The loathsome stains are due to the rainy and cold weather. Solution; air or sun objects often.
Since the beginning of ‘daily’ rainfall in Douala, dresses, shoes and household furniture like wooden and leather chairs, cupboards and even some cement floors are in constant danger. Mould; a woolly network of threadlike strands that may be white, green, grey or black in colour grow on objects due to severe cold and change their colours.
It is common for Douala city dwellers to brush and iron mould-attacked dresses every morning before putting them on. Since brushing dresses contributes in reducing the quality, owners who pay attention to what they put on find solace in dry-cleaning companies for thorough washing. When washed in dry-cleaning machines and parcelled in plastics, parasitic fungus like mould hardly grow on them, an employee in a dry-cleaning company disclosed. When dresses are exposed to cold, they are easily attacked by mould. For those who cannot meet dry-cleaning expenses, constant sunning or airing dresses and other objects that might incur the wrath of mould is advisable. Though it rains often, the sun does not necessarily has a very big role to play, but just spreading the dresses and placing furniture in an open space is enough to reverse the trend.

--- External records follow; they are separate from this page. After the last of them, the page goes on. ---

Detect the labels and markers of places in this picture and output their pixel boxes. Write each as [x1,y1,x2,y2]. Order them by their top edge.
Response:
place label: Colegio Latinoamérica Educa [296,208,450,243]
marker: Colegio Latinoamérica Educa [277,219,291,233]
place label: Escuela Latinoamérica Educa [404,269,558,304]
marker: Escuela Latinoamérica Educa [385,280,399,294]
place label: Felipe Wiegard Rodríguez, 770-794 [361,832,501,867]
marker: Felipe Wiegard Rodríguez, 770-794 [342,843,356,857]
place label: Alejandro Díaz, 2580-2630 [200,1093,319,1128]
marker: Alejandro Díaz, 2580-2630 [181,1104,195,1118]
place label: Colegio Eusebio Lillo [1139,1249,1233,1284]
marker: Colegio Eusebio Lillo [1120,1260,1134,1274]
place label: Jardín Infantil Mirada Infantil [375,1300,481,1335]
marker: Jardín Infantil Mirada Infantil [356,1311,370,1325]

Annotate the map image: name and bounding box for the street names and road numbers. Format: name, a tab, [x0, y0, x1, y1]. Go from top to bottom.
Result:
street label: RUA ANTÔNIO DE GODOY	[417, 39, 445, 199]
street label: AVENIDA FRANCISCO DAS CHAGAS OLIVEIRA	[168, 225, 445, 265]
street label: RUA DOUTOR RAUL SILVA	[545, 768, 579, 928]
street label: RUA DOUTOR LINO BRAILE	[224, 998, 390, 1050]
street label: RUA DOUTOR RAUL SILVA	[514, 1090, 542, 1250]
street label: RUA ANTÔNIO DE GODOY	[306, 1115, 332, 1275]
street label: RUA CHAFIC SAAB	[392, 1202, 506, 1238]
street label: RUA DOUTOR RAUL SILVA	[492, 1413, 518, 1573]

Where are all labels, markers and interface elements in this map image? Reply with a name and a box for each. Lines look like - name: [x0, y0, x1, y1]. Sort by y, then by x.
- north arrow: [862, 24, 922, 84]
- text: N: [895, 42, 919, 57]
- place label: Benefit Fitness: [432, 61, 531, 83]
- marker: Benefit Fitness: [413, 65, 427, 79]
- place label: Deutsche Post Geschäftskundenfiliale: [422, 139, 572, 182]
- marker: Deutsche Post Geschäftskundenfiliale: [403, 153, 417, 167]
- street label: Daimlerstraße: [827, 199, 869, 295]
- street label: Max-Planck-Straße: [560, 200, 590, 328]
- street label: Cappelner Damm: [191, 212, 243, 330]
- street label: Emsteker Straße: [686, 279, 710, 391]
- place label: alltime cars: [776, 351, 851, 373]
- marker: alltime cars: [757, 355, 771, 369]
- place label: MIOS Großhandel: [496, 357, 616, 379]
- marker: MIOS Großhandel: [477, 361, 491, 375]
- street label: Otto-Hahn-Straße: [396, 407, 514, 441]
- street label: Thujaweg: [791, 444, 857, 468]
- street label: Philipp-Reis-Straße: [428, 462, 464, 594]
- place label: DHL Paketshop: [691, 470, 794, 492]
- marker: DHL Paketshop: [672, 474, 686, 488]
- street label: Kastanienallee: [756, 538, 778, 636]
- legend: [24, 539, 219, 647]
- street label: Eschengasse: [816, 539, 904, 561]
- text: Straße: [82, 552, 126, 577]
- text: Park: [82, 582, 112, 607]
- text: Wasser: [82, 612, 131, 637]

Though preventive measures are free, there is often no time for busy city dwellers in the economic heartbeat, since the cosmopolitan population made up of civil servants, private employees and a bulk of businessmen leave their houses alongside children involved in all sorts of petit trade. Consequently, sunning dresses before leaving for one’s jobsite may just cause another disaster should it rains given that only the very little ones stay at home.
Inhabitants will only continue the “brush and wear” or carry out dry-cleaning while waiting impatiently for dry season to put an end to the handwork of the unbearable parasitic fungus; mould.